Repeat word for word the lines from the top of the records through the line containing "position:absolute; left:557px; top:136px;", and skip the pictures.

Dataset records
* * *

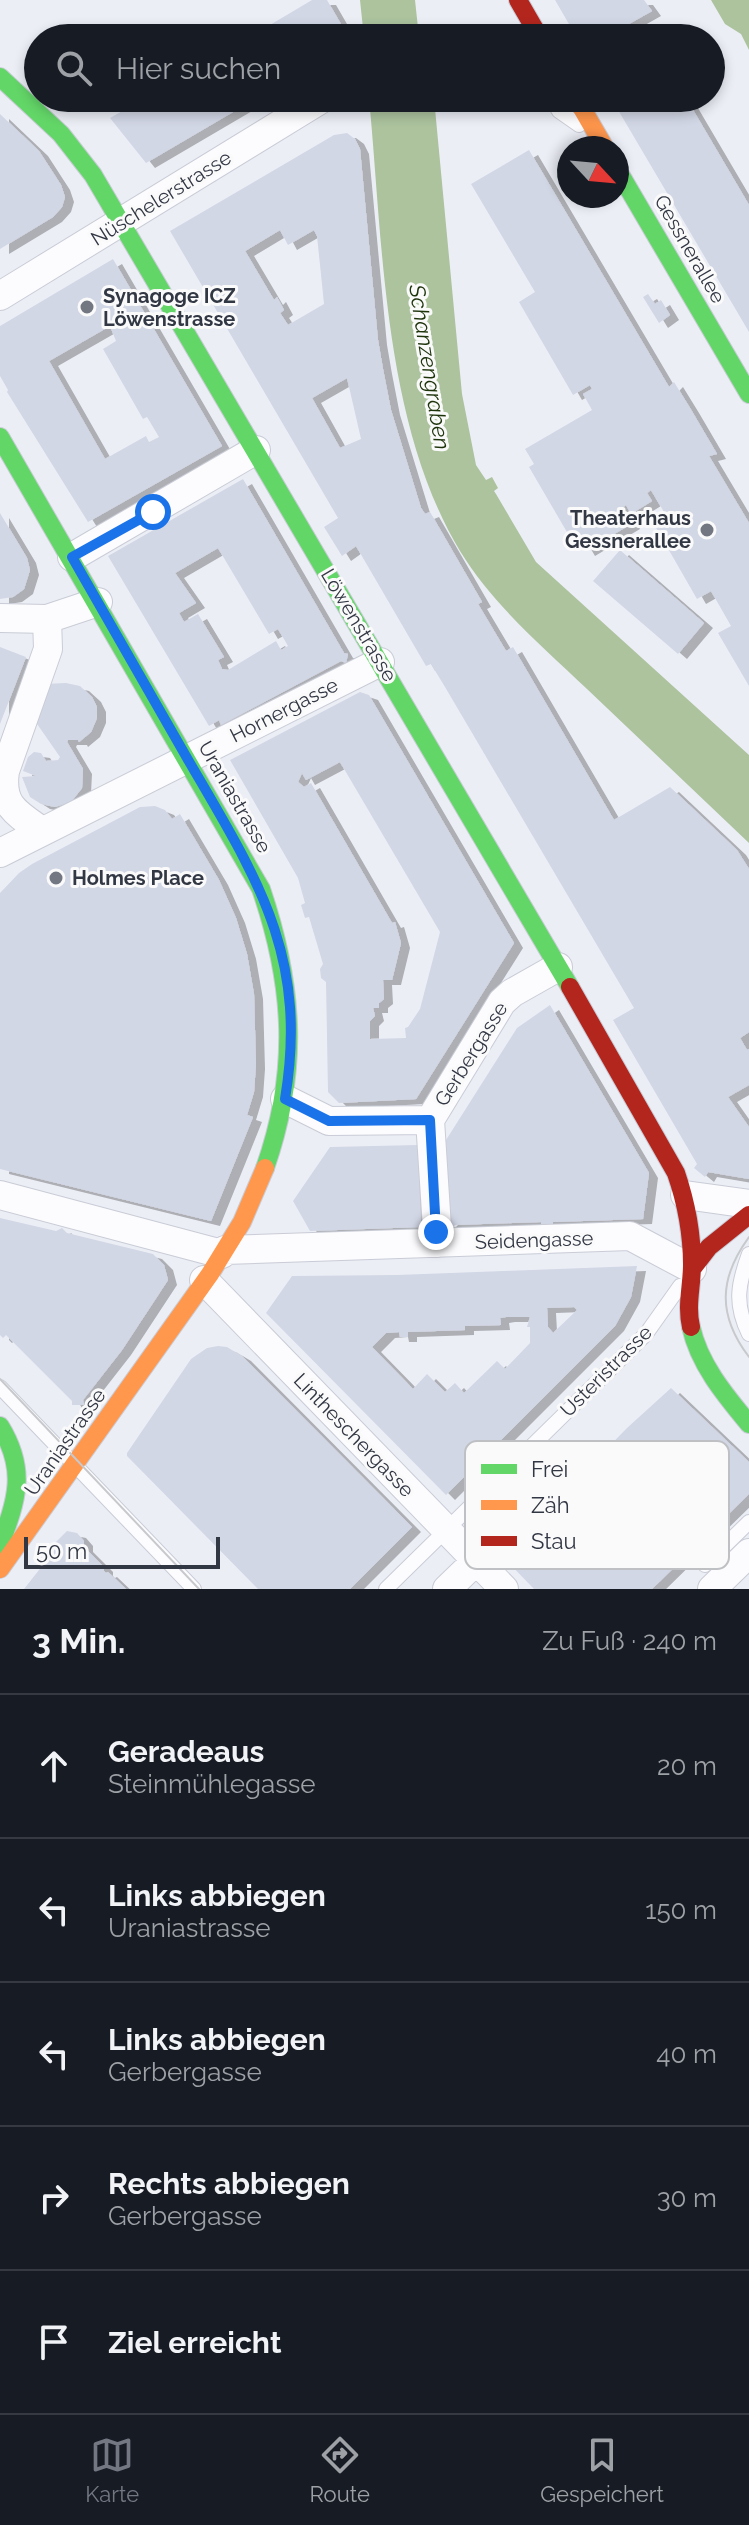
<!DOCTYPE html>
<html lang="de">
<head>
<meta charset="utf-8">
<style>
	body { margin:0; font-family:Raleway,sans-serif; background:#20242c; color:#f1f3f6 }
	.compass { position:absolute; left:557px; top:136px; width:72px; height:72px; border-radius:50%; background:#171b24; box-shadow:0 4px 12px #0003; rotate:116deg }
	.scale { position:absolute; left:24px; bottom:20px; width:196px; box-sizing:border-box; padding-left:8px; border:4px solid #323744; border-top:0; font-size:22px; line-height:28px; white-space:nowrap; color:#323744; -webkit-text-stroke:6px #fafafa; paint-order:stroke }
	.stop { position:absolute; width:24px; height:24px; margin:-18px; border:6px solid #1a73e8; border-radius:50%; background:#fff }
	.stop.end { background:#1a73e8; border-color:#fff; box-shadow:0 2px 8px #0008 }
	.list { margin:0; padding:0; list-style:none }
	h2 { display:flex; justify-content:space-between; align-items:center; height:104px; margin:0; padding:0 32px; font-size:34px }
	h2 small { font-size:26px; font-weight:400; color:#9ea1a6 }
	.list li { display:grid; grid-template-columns:52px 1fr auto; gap:24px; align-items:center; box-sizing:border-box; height:144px; padding:0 32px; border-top:2px solid #363941 }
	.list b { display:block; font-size:30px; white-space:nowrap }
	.list p { margin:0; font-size:26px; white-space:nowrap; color:#9ea1a6 }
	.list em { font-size:26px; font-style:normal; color:#9ea1a6 }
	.icon { flex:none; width:44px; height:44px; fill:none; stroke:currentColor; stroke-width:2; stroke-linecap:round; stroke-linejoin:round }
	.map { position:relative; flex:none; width:749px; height:1589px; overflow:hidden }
	.search { position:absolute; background:#171b24; box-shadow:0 4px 12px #0003; left:24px; right:24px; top:24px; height:88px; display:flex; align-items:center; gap:20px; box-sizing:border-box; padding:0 28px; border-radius:44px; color:#9ea1a6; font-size:30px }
	.sheet { height:824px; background:#171b24 }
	nav { display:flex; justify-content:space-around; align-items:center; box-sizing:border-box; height:112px; border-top:2px solid #363941; background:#171b24; font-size:22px; color:#9ea1a6 }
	nav a { display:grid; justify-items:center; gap:4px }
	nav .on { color:#737782 }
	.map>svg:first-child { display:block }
</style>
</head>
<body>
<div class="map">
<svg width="749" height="1589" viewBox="0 0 749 1589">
	<defs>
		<filter id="shadow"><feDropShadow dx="9" dy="5" stdDeviation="0" flood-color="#0004"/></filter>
	</defs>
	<rect width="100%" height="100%" fill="#eceef6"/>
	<path fill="#acc39e" d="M360,0H415L419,37L364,38Z
		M711,0H749V50L741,34L725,24Z
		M369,98H434L462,394L476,465L486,480L492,477L498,488L494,491L496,494L536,562L749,755V843C695,792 641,740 587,689C542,646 493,605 460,551C383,423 383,244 369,98Z"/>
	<path fill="#d2d7e6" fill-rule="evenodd" filter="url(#shadow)" d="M312,0H327L349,38H248Z
		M555,0H644L652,11L604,38H577Z
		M145,98H257L146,163L110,118Z
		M611,98H686L749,205V332Z
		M0,114L39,151L61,185L65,197L62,207L53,217L0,249Z
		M347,133L355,139L360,149L378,340L383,369L391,410L421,508L425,514L430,512L482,602L478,604L506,651L513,647L614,820L670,787L737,850L749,869V1032L740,1038L747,1050L749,1049V1085L728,1097L749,1127V1179L708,1172L705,1177L694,1168L697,1164L613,1020L634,1008L445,687L431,664L426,666L356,546L342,556L324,527L338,518L170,231L334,135ZM280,230L288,245L314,230L317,236L324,304L288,325L280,313L284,310L277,297L274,300L245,251ZM347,378L361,439L340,448L312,398Z
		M529,150L669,387L674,382L690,408L717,454L709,456L749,523V686L718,633L731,626L711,591L697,599L651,519L664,512L651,490L647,493L652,501L631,514L626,505L622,508L631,524L586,551L576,534L571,539L529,467L534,464L525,449L592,410L583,394L592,389L590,385L573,395L519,302L535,292L471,184Z
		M113,259L222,446L88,522L7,392L8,390L0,376V326ZM110,326L116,341L103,349L143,419L147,417L159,437L149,442L146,436L105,459L49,361Z
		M648,294L655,304L661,300L670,315L659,323L643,297Z
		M243,479L344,653L348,654L346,663L341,661L221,725L219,720L209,726L108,556ZM218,548L269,634L278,629L288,646L281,650L276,641L228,670L222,669L218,660L224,657L198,614L184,622L179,613L196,603L175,573Z
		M0,513L27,558L30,570L24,589L13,597L0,599Z
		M620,550L704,623L678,654L593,581Z
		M0,647L26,657L0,724Z
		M45,684L66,683L80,686L92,697L97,707V718L91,732L79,742L78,740H68L67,742L83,769L82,788L71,802L55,807L41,804L30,797L22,777L36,776L23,771L28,757L34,752L41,753L46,761L58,760L60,757L35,721Z
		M360,692L369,695L514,943L416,1099L339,1103L328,1092L326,982L321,978L320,969L323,964L309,917L305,918L301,905L305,903L298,878L230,760ZM340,762L440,932L420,1009L408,1027L405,1028L406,1038L370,1039V1021L375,1016L373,1008H379V1003L384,999L383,980H392L401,943L395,922L392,923L311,783L304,787L298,782L302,773L306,780Z
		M155,806L165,810L172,819L180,814L219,880L236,918L247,954L254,994L256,1064L254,1092L247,1115L253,1117L211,1221L0,1169V893L19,873L32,864L140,807Z
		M550,1005L649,1173L643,1219L553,1222V1226H541V1222L455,1225L452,1227L447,1222L449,1220L446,1140L517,1028Z
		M418,1145L421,1227L310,1231L293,1201L330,1147Z
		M0,1218L56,1231L62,1228L67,1233L153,1254L164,1265L168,1280L122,1350L83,1400L84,1405H72V1401L6,1335L3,1338L0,1335Z
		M637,1266L631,1297L615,1326L446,1495L266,1313L292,1276L397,1275ZM574,1307L577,1310L553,1333L548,1327L547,1308ZM506,1317H530L527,1327H530V1343L505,1369L497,1361L464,1393L455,1383L445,1392L427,1374L413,1389L372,1347L386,1333L399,1332L400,1337H408V1332L465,1330V1326L501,1325L500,1318Z
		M218,1346L227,1347L242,1356L412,1527L350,1589H258L127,1456V1453L191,1359L207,1348Z
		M671,1388L749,1462V1494L652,1589H534L502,1556L627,1428Z
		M67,1531L77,1533L84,1541V1547L104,1567V1571L106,1573L108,1572L126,1589H24L50,1556L49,1549Z"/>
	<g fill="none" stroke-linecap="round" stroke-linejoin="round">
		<g stroke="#c9ccd6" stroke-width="16">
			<path id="lane" d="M551,98L559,111L579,125
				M749,1254C738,1284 734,1304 749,1334
				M0,1387L194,1589
				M705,1565L749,1522
				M386,1589L646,1334L680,1286"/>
		</g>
		<g stroke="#c9ccd6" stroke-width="30">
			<path id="street" d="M0,296L323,98
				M72,557L256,450
				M0,618L47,619L98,602
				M42,831C16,813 0,805 5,771L48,649L47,619
				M0,853L380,662
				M285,1099L329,1121L430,1120
				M0,1195L222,1254
				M685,1195L749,1204
				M438,1243L430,1120L502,1002L512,993L558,967
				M225,1250L630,1236L692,1269
				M204,1280L504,1589
				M447,1589L476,1561
				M712,1589L749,1553"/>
		</g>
		<g stroke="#c9ccd6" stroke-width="20">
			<path id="fast" d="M0,77L61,134L93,175L570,987
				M617,169L749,394
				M0,437L261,889C294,986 299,1071 265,1168
				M691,1327C699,1364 725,1395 749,1424
				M0,1426C27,1470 17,1499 0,1545"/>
		</g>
		<g stroke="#c9ccd6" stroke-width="20">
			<path id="slow" d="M576,98L605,148
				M0,1569L210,1274L242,1222L265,1168"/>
		</g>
		<g stroke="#c9ccd6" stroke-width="20">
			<path id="jam" d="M518,0L540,38
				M570,987L676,1173C686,1202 692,1233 692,1265C692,1286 686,1305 691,1327
				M692,1269L709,1247L749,1215"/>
		</g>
		<use href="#lane" stroke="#fcfcfe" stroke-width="14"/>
		<use href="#street" stroke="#fcfcfe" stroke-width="28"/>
		<use href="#fast" stroke="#63d668" stroke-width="18"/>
		<use href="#slow" stroke="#ff974d" stroke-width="18"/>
		<use href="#jam" stroke="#b3261e" stroke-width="18"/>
		<path stroke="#c7c9cc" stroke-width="2" d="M749,1237C719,1278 717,1315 749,1357
			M0,1379L199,1589"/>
	</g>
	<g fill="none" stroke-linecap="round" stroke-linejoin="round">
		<path stroke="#1a73e8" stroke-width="10" d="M153,512L72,557C110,624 148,691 187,758C256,877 309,954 285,1099L329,1121L430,1120L436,1232"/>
	</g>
	<g fill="#737782" stroke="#fafafa" stroke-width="3">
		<circle cx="87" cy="307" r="8"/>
		<circle cx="707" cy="530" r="8"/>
		<circle cx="56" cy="878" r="8"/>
	</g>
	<g text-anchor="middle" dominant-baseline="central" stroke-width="6" stroke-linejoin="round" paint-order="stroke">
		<g font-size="20" fill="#323744" stroke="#fafafa">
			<text transform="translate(161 198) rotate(-32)">Nüschelerstrasse</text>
			<text transform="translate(690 249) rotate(60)">Gessnerallee</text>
			<text transform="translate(359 625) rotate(59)">Löwenstrasse</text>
			<text transform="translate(284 710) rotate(-27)">Hornergasse</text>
			<text transform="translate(235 797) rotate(60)">Uraniastrasse</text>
			<text transform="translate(471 1054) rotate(-58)">Gerbergasse</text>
			<text transform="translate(534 1240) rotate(-2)">Seidengasse</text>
			<text transform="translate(606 1371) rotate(-45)">Usteristrasse</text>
			<text transform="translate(354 1435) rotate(46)">Lintheschergasse</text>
			<text transform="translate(65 1442) rotate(-55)">Uraniastrasse</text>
		</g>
		<g font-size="20" font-weight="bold" fill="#323744" stroke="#fafafa" text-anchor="start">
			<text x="103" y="296">Synagoge ICZ<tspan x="103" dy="23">Löwenstrasse</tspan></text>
			<text x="691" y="518" text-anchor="end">Theaterhaus<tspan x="691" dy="23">Gessnerallee</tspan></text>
			<text x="72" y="878">Holmes Place</text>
		</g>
		<g font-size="22" font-style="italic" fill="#1d330a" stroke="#fafafa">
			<text transform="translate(430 367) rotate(81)">Schanzengraben</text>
		</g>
	</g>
	<rect x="465" y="1441" width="264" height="128" rx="12" fill="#fafafa" stroke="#bec0c3" stroke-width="2"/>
	<rect x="481" y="1464" width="36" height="10" fill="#63d668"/>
	<rect x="481" y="1500" width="36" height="10" fill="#ff974d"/>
	<rect x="481" y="1536" width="36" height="10" fill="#b3261e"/>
	<g font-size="22" fill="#323744">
		<text x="531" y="1477">Frei</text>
		<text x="531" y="1513">Zäh</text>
		<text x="531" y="1549">Stau</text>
	</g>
</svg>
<svg class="compass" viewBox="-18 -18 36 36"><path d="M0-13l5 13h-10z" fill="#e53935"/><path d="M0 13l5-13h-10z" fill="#9ea1a6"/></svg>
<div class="scale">50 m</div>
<div class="stop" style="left:153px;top:512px"></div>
<div class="stop end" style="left:436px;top:1232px"></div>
<div class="search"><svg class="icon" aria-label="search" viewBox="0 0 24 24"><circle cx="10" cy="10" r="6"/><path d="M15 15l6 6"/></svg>Hier suchen</div>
</div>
<section class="sheet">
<h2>3 Min.<small>Zu Fuß · 240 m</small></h2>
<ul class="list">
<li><svg class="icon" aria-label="ahead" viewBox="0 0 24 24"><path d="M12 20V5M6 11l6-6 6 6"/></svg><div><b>Geradeaus</b><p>Steinmühlegasse</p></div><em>20 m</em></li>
<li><svg class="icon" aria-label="left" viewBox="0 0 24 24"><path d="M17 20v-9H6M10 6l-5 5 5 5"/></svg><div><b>Links abbiegen</b><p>Uraniastrasse</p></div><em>150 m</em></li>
<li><svg class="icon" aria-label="left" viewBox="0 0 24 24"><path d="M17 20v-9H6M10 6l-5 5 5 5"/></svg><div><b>Links abbiegen</b><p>Gerbergasse</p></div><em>40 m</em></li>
<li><svg class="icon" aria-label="right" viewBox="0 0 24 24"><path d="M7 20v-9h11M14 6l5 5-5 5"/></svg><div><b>Rechts abbiegen</b><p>Gerbergasse</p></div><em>30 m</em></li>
<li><svg class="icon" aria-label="arrive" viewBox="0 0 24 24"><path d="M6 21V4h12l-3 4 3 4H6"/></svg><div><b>Ziel erreicht</b></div></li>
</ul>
</section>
<nav>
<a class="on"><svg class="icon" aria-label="map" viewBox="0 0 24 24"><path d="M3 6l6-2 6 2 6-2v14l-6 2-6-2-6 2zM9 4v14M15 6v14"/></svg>Karte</a>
<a><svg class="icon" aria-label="directions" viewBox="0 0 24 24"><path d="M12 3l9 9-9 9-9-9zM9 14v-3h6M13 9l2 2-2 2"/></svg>Route</a>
<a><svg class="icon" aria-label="saved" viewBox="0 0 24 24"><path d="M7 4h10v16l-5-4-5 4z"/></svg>Gespeichert</a>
</nav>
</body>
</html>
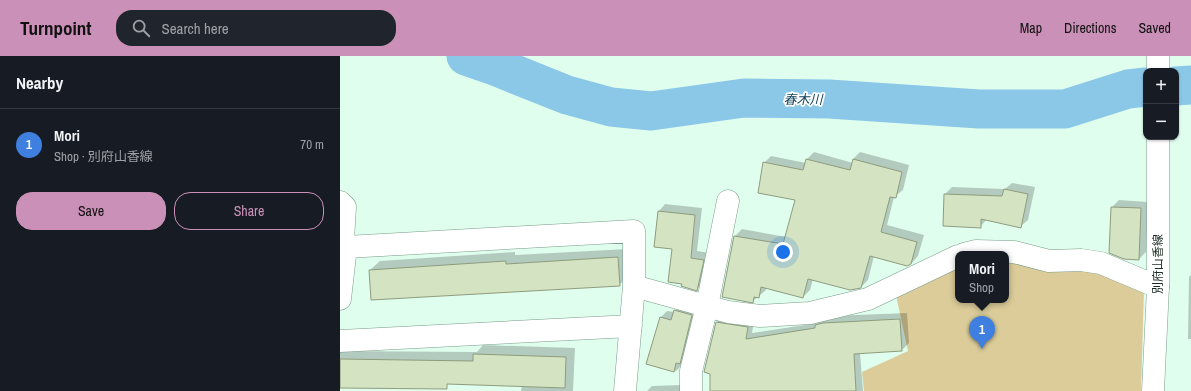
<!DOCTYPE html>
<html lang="en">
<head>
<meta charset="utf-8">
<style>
	:root { --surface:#171b24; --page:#20242c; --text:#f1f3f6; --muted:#9ea1a6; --line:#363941; --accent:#ca90b7 }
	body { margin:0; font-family:"Archivo Narrow","Noto Sans JP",sans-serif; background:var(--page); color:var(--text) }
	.controls { position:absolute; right:12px; top:12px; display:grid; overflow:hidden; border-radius:8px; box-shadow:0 1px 3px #0004 }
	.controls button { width:36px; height:36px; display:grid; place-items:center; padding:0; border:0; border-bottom:1px solid var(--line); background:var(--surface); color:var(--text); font:20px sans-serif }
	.you { position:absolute; left:443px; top:196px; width:14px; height:14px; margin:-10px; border:3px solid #fff; border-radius:50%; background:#1a73e8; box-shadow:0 0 0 6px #1a73e833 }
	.badge { display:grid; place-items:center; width:26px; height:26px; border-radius:50%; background:var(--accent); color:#fff; font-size:13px; font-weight:700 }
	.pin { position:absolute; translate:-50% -33px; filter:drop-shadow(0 1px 2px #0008) }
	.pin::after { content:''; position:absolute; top:21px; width:14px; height:12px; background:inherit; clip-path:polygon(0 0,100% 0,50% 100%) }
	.popup { position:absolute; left:615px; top:195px; width:54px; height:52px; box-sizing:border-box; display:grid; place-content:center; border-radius:8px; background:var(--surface); filter:drop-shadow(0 1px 3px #0005); font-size:13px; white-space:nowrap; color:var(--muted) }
	.popup b { font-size:15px; color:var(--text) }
	.popup::after { content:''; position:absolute; left:50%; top:100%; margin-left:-8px; border:8px solid transparent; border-top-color:var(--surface) }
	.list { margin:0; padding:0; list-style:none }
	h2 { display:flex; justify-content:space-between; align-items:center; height:52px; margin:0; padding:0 16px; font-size:17px }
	h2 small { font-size:13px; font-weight:400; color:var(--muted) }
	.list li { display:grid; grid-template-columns:26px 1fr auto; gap:12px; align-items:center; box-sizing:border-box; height:72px; padding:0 16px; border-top:1px solid var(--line) }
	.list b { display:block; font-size:15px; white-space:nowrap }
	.list p { margin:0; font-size:13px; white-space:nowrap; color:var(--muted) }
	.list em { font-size:13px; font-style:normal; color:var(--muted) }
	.actions { display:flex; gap:8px; padding:12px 16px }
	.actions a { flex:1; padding:9px 0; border:1px solid var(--accent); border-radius:16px; text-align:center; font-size:14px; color:var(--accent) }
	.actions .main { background:var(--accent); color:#111 }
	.icon { flex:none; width:22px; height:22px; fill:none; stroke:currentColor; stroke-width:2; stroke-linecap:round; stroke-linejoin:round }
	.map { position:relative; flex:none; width:851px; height:335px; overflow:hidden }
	header { display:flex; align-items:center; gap:24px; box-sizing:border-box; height:56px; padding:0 20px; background:var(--accent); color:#111 }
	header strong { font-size:19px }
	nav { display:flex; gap:22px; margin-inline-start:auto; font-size:14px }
	.search { width:280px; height:36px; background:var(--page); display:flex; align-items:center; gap:10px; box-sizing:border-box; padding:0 14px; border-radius:16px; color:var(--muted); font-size:15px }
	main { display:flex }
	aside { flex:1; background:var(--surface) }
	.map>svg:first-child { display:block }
</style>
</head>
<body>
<header>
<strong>Turnpoint</strong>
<div class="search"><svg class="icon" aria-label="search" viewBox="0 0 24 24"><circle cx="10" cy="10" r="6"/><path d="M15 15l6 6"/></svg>Search here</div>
<nav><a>Map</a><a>Directions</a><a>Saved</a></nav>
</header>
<main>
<aside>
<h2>Nearby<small></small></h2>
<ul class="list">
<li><span class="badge" style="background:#3f7fe0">1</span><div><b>Mori</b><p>Shop · 別府山香線</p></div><em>70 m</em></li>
</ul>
<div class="actions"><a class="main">Save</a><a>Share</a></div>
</aside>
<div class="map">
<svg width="851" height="335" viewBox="0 0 851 335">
	<rect width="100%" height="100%" fill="#e0feee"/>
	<path fill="#dbcc99" d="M666,198L754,206L804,233L801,335H524L522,316L568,295L554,230L618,202V244H666Z"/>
	<path fill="#0003" d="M474,96L513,107V103L520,96L569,109L563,134L554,141L547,169L584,179L578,200L571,208L534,200L528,224L521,231L473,223L470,234L463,241L426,232V234L413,245L383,240L395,180L402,173L446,181L456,143L424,107L431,100L466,107L467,103Z
		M672,127L695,131L688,164L681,170L647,163L640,171L605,138L612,131L665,133Z
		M779,144L808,146L806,196L799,203L770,196L772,151Z
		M325,148L362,152L357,195L370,197L364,227L357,233L343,227L333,192L319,155Z
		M287,193L289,220L279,229L30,214L40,205L175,196V199Z
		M851,219V283H848L849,221Z
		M342,248L358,252L346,300L342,305V309L336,315L308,307L321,261L327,255L335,256Z
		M567,257L569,287L562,294L520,297L523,335H371L377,266L384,259L414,265L412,277L478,267L482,262L491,260Z
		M143,289L235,292L233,335H181L182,330L48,325L0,331V295L137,296Z
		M343,329V335H307L312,330Z"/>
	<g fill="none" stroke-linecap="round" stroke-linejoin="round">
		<path stroke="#8bc8e8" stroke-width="39" d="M126,0L152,9L227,39L271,51L311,55L404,42L489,43L639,53H725L788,33L806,31
			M836,30L851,29"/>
	</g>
	<path fill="#d4e3c2" stroke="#8e9c7d" d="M466,103L510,114L513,103L562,116L556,142L550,141L541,176L577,186L571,208L567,210L530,200L521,232L510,234L468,223L463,242L421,231L419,242L414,241L413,247L382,241L394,180L443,188L455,144L418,137L423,106L463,114Z
		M664,133L688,138L681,172L641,163V172L603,170L604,138L662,140Z
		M771,151L801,152L799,204L784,203L769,197Z
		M318,155L355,159L351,202L364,204L357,235L341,230L342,228L328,226L332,193L314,191Z
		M278,201L280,230L31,244L29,214L166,205V208Z
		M334,254L352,259L340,308L336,307L334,316L306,308L320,261L331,264Z
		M560,263L562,295L514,298L516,335H370V318L364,316L376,266L408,271L406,283L475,272V269L483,267Z
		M133,298L226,301L225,332L107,328V333L0,332V303L133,305Z"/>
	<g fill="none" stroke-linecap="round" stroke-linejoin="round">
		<defs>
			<path id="minor" d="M0,146L5,151L3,184L6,191
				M624,198L636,195L674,196L709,205L741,204L761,207L818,231
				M294,230L388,256L420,260L470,257L528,243L618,200
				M0,243L6,191L294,175V230L285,335
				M0,285L291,270
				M351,335V315L367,250L388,145"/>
			<path id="major" d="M818,15V0
				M813,335L818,231V81"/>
		</defs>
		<use href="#minor" stroke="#799c8a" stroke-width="23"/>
		<use href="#major" stroke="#799c8a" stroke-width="23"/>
		<use href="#minor" stroke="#fff" stroke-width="22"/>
		<use href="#major" stroke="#fff" stroke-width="22"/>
	</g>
	<g text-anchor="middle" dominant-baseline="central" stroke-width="3.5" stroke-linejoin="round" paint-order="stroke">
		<g font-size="12" fill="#1f2d26" stroke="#fff">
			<text transform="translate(818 208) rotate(-90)">別府山香線</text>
		</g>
		<g font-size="13" font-style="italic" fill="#11445a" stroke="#fff">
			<text x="463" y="43">春木川</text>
		</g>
	</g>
</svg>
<div class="controls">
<button>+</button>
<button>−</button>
</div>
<div class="you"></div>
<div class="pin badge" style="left:642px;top:293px;background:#3f7fe0">1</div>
<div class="popup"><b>Mori</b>Shop</div>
</div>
</main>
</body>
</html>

* * *

◆ Result below
<!DOCTYPE html>
<html lang="de">
<head>
<meta charset="utf-8">
<style>
	body { margin:0; font-family:Raleway,sans-serif; background:#20242c; color:#f1f3f6 }
	.compass { position:absolute; left:557px; top:136px; width:72px; height:72px; border-radius:50%; background:#171b24; box-shadow:0 4px 12px #0003; rotate:116deg }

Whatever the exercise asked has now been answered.